* _EXERCISE BRIEF_: Your job is to copy every line in the material containing the word "place".

START SOURCE INFORMATION

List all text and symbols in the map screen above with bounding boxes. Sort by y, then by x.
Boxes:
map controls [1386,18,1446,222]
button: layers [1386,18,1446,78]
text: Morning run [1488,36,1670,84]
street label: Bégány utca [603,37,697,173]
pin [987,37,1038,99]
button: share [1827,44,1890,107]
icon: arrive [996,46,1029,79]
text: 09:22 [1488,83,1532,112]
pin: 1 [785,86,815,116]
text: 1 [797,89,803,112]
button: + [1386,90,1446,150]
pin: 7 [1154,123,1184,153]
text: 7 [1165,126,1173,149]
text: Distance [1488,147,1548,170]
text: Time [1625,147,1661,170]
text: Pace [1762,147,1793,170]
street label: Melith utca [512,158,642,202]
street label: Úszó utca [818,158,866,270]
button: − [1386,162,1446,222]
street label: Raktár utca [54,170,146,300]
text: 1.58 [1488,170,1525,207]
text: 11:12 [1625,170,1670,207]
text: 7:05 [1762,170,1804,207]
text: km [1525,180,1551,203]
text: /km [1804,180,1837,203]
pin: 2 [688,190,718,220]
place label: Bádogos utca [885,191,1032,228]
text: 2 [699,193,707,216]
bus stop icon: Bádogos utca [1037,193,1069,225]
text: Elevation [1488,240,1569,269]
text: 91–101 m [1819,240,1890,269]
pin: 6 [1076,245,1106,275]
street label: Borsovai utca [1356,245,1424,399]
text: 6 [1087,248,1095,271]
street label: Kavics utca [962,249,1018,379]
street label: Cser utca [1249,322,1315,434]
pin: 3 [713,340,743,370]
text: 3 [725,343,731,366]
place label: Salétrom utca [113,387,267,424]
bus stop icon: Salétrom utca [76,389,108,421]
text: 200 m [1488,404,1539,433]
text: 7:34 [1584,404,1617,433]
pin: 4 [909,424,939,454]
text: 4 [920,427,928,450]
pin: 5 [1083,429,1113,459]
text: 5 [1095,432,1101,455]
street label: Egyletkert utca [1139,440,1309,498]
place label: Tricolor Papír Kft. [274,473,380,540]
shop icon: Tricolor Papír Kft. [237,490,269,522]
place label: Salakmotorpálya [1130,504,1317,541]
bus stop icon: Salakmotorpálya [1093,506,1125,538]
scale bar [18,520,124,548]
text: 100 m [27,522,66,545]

END SOURCE INFORMATION

* _RESULT BELOW_:
place label: Bádogos utca [885,191,1032,228]
place label: Salétrom utca [113,387,267,424]
place label: Tricolor Papír Kft. [274,473,380,540]
place label: Salakmotorpálya [1130,504,1317,541]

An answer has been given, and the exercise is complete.